Tuesday was mostly a chores-and-laundry day around here. I watched Vicky Cristina Barcelona while folding, which was a monumental disappointment -- the acting is okay except for the guy playing Vicki's fiance, who was all too obviously the character Woody Allen would have played had Woody Allen been young enough, but the script is a pretentious mess, in love with the idea of the young, rich, and bored sitting around talking about art and music, and it's really sexist even for Woody Allen -- poor Javier Bardem, unable to have true love in his life despite getting to have sex with Rebecca Hall, Scarlett Johansson, and Penelope Cruz, who totally brings the movie to life when she first arrives but then degenerates into a typical Woody Allen crazy desperate clinging female a la Johansson in Match Point or Anjelica Huston in Crimes and Misdemeanors.
Even the love scene between Cruz and Johansson and the three-way with Bardem are really bleh, something I simply would not have believed possible had I not seen it, considering these are three of the hottest people on the planet -- a nice tame male fantasy of two girls at once with both of them adoring him.
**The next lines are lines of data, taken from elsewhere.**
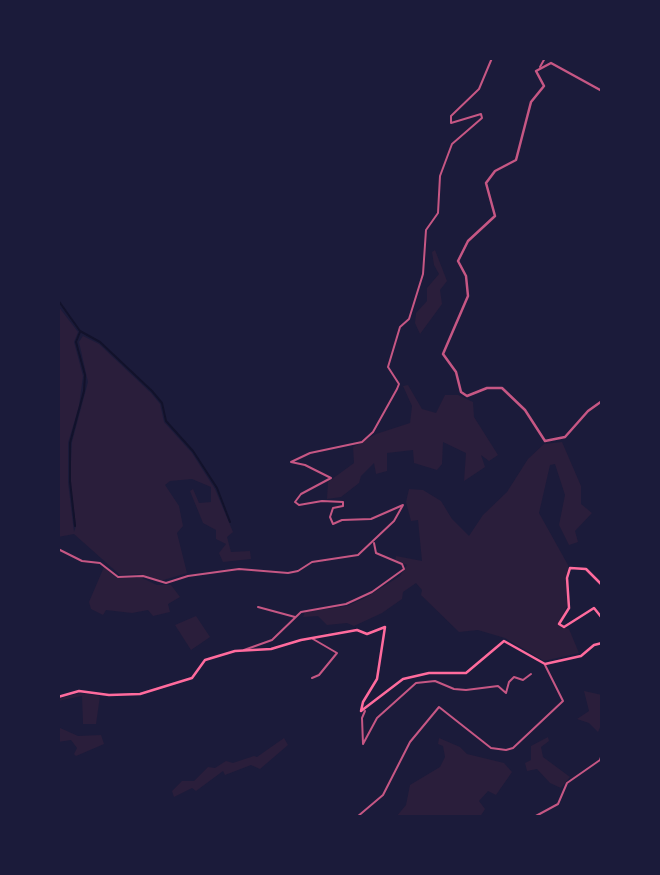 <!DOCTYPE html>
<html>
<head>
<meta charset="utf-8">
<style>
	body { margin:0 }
	#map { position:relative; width:660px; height:875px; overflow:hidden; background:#1b1b3a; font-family:Lato,sans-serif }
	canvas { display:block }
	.frame { position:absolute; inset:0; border:60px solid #1b1b3a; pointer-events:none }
</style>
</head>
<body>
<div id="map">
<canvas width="660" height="875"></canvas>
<div class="frame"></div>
</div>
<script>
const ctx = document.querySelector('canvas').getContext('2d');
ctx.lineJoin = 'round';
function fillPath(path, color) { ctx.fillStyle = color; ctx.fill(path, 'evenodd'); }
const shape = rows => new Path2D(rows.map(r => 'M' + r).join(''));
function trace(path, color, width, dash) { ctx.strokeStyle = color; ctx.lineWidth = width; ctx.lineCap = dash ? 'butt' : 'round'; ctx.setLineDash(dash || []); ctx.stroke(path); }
fillPath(shape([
	[435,250,447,281,440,290,442,304,420,334,415,323,416,313,427,301,427,288,439,274,434,265,432,252],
	[58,306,78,332,74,342,83,376,79,406,68,443,68,482,74,532,76,526,70,481,72,442,88,382,79,342,83,336,99,344,151,393,160,404,164,422,192,453,215,489,233,532,227,537,231,552,250,551,251,559,223,562,219,553,226,544,216,539,216,530,203,523,190,491,193,489,199,503,211,502,211,487,192,479,170,481,165,485,179,506,183,526,177,533,187,573,160,581,139,574,120,575,74,534,58,537],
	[408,385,422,409,436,413,445,395,458,395,473,402,474,417,498,455,489,461,481,455,485,467,464,481,466,453,443,442,442,464,437,470,414,463,413,450,387,453,387,471,376,474,374,463,361,476,359,483,341,497,327,499,328,482,354,463,353,447,376,434,410,423,412,406,403,386],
	[562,442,581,486,581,504,592,513,575,531,578,542,569,545,559,525,565,495,555,464,550,465,539,513,568,565,568,603,559,625,569,629,579,653,544,661,505,638,478,630,459,632,421,595,422,590,416,583,403,592,402,599,382,613,354,626,347,623,327,625,318,616,303,617,305,612,347,606,365,598,400,576,407,565,395,560,396,556,422,561,418,520,411,521,406,502,409,489,423,490,441,501,452,519,469,536,483,515,507,492,528,459,544,444],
	[104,567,117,578,142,578,157,585,171,585,180,597,168,604,170,612,153,616,148,610,132,613,106,610,103,615,91,609,89,602],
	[196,616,210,637,191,650,175,625],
	[584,691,602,695,602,723,598,732,589,723,577,719,589,711],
	[80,693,100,696,96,724,83,724,82,696,58,701,58,699],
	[58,727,78,736,101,735,104,744,76,756,74,754,77,748,71,740,58,742],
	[548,737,549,741,541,747,543,757,570,777,561,788,550,783,537,769,527,771,525,763,531,760,531,746],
	[284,738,288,745,260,769,251,765,225,775,223,771,196,791,192,788,174,797,172,791,182,781,194,781,208,767,215,768,226,761,233,763,254,756,257,757],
	[439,738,460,747,467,754,504,763,512,772,496,795,488,791,479,801,485,809,480,817,396,817,406,805,410,785,440,767,445,757,443,746,438,744]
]), '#2a1e3b');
trace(shape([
	[58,300,80,331,100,342,152,391,162,403,166,421,193,451,217,488,230,522],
	[75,526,70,481,70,443,84,391,85,375,76,342,80,332]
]), '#12122b', 2);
trace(shape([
	[540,67,545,58],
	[58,549,82,561,100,563,118,577,143,576,166,583,188,576,239,569,288,573,298,571,312,562,358,555,394,521,403,505,371,519,342,520,333,524,330,517,333,508,343,506,343,502,322,501,299,505,295,502,301,494,331,478,305,465,291,462,310,453,362,442,373,432,397,389,399,384,388,367,400,327,409,319,423,274,426,230,438,213,440,176,452,144,482,118,481,114,451,123,451,116,479,89,492,58],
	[258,607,295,617],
	[244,650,272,640,301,612,346,604,372,592,404,569,402,564,376,553,374,543],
	[312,678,319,675,337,653,313,639],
	[365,711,362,718,363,744,377,718,416,683,435,681,454,689,466,690,498,686,506,693,509,682,514,677,523,680,531,674],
	[357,817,383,795,410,742,439,707,491,748,506,750,513,748,563,701,545,665],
	[534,817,558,804,567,783,600,760,602,754]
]), '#c65784', 2);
trace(shape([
	[602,91,551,63,536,71,544,86,531,102,516,160,495,171,486,183,495,216,468,241,458,261,466,276,468,296,443,354,456,372,461,392,467,396,487,388,502,388,525,410,545,441,565,437,588,411,602,401]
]), '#c65784', 2.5);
trace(shape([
	[602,585,586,569,570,568,567,578,569,608,559,624,564,627,594,608,602,618],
	[58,697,79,691,109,695,140,694,192,678,205,660,235,651,271,649,301,640,357,630,367,634,385,627,377,679,363,702,361,711,403,679,429,673,466,673,504,641,545,664,581,656,594,645,602,643]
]), '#ff6b9d', 2.5);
</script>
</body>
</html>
Through the whole film, as both Vicky and Cristina realize that what they thought they wanted isn't really what they want, I thought the film was heading toward the two women realizing they really have feelings for each other, but of course that would cut out men from the possibility of banging these two really hot women, consecutively or concurrently, so instead we get a stupid ending in which Vicki settles for what she no longer wants with her now-husband and Cristina goes back to drifting. We never get any sort of answer about whether Juan Antonio really stole Maria Elena's style or whether Vicki's photography comes to anything.
Paul was still in a barbecue mood after the weekend, so we had grilled veggie burgers for dinner, then made s'mores again with somewhat more success over coals than the gas grill. I don't have a lot to say about this week's Glee, which bored me instead of offending me this week, except for -- spoilers -- the glorious Sue Sylvester and her explanation of the Chicago Fire: "It was just a harmless prank back in Chicago with Mrs. O'Leary's cow. He ended up igniting that cow's flatulence, and an entire city burned. That young terrorist went on to become the first gay president of the United States...Abraham Lincoln." ROFL! I liked Mercedes and Quinn becoming more friendly, even if it was contrived, and I found the Rachel/Jesse and Terry/Finn storylines utterly preposterous.
Here are some more photos of the Virginia Renaissance Faire from last weekend:
Singers perform on the Tavern Stage.
A peacock fairy greets a group of Scots outside the shop selling wine from the Lake Anna Winery, where the faire is held.
The Queen greets her loyal subjects as she walks through Staffordshire.
The Kitchen Pipers on the Rose Stage.
A girl races through the shire labyrinth.
A black powder demonstration on the Woodland Stage.
Alpacas outside one of the clothier's tents.
Dementordelta kisses a rusty knight near the exit.